:: Task statement ::
Go line by line through the records and tally those that include "setLineDash". Respond with the tally only.

:: Records for processing ::
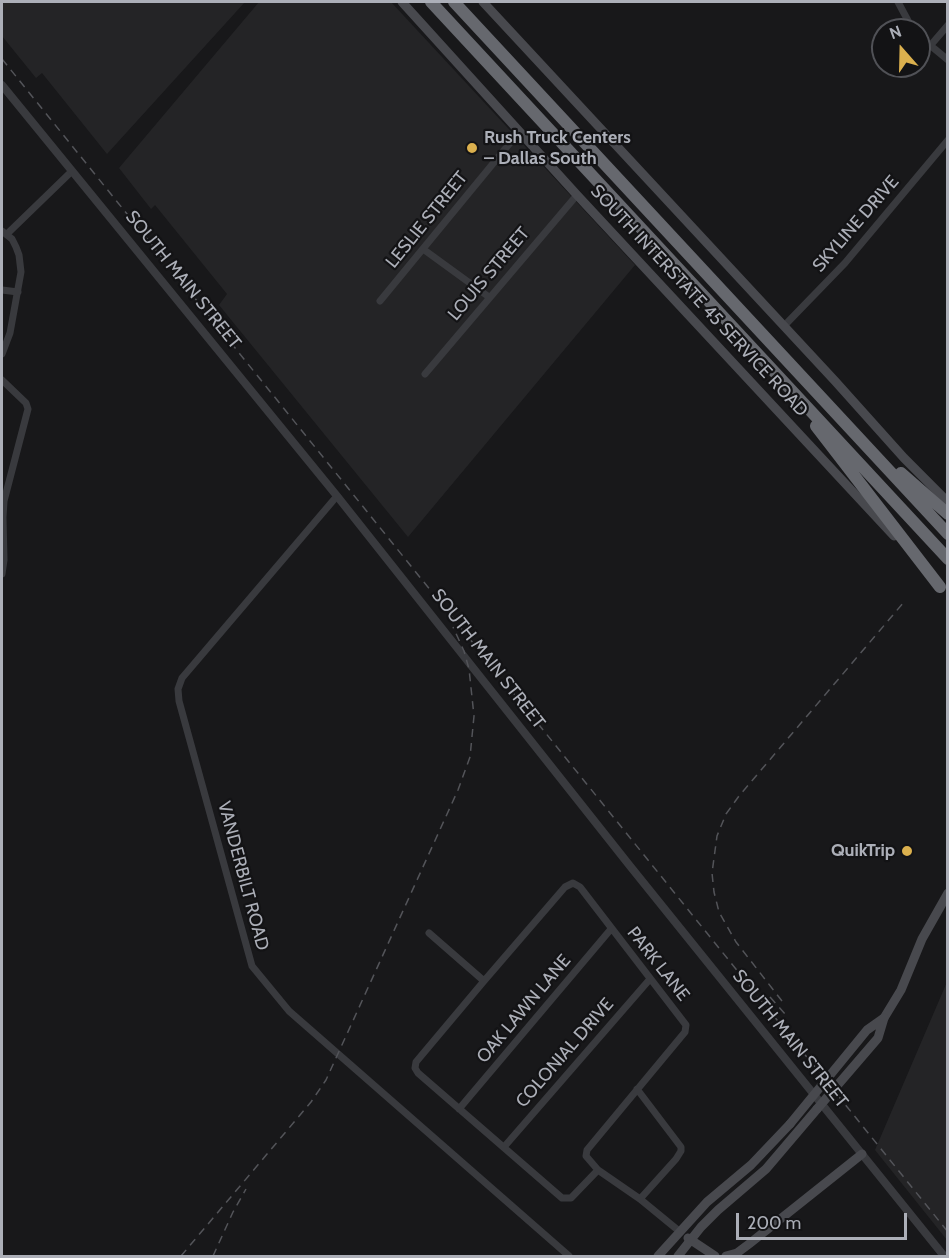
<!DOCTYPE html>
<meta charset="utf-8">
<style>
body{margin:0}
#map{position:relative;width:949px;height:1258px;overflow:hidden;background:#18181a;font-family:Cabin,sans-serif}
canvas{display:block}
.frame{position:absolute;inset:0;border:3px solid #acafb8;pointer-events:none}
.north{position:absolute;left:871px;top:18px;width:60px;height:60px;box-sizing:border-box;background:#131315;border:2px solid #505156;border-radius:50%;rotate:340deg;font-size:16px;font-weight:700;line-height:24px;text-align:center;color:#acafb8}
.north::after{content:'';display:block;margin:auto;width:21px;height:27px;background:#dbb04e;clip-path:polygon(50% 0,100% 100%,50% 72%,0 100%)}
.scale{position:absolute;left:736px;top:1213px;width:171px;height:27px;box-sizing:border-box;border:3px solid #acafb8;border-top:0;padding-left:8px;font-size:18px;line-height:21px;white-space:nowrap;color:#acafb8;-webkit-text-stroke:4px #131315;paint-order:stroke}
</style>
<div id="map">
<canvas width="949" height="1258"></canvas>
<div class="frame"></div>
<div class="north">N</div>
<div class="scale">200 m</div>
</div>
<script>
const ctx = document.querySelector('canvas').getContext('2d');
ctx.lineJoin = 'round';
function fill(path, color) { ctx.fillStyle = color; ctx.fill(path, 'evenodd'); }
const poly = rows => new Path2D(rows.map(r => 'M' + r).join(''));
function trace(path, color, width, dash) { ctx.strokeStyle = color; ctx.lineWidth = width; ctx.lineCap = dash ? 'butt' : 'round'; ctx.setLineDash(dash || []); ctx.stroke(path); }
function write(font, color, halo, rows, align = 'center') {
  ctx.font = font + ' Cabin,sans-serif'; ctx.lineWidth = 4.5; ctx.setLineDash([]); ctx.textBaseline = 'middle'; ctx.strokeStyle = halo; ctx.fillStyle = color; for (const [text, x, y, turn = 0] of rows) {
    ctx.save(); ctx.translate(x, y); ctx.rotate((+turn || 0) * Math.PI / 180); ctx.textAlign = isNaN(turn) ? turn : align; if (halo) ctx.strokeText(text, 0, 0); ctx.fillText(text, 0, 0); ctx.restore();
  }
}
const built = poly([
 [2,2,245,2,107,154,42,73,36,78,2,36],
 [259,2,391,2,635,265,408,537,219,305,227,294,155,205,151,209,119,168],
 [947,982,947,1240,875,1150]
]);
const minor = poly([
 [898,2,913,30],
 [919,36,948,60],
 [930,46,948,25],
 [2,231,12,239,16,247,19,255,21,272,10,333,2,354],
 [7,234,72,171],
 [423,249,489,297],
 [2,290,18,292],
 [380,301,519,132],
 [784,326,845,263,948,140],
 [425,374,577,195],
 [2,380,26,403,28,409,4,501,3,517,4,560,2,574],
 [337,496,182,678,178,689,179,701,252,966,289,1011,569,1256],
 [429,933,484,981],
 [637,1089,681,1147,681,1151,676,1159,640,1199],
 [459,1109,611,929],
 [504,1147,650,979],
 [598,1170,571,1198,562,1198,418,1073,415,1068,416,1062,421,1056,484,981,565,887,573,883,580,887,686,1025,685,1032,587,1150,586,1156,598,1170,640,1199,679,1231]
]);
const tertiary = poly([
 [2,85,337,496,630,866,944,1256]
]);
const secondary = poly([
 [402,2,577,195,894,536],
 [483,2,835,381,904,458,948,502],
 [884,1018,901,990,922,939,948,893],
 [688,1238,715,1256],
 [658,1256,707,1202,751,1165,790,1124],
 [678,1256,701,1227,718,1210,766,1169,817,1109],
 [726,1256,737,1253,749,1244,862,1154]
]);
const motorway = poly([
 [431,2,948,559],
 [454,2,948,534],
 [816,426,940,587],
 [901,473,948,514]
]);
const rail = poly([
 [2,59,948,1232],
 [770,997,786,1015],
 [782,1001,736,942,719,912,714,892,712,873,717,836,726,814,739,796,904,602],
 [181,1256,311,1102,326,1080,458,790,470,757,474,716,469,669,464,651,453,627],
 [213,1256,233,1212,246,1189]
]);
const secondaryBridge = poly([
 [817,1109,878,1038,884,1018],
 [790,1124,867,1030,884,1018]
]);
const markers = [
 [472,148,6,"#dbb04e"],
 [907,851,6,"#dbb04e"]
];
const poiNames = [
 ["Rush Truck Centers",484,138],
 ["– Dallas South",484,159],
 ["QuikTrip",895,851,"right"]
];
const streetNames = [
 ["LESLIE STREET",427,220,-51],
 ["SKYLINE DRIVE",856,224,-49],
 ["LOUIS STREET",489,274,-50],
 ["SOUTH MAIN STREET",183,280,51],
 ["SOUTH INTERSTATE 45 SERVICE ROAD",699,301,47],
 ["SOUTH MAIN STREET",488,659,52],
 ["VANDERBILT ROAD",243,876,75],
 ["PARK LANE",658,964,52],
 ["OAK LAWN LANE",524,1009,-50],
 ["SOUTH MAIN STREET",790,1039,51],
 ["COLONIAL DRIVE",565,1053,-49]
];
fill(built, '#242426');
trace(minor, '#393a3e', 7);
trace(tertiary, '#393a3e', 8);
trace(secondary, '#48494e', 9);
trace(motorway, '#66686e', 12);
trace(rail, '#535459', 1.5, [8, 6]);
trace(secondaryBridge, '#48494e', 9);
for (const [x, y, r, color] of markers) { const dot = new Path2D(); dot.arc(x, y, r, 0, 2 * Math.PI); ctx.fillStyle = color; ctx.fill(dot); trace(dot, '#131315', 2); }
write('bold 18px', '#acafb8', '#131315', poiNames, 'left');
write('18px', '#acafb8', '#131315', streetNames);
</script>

:: Task solution ::
2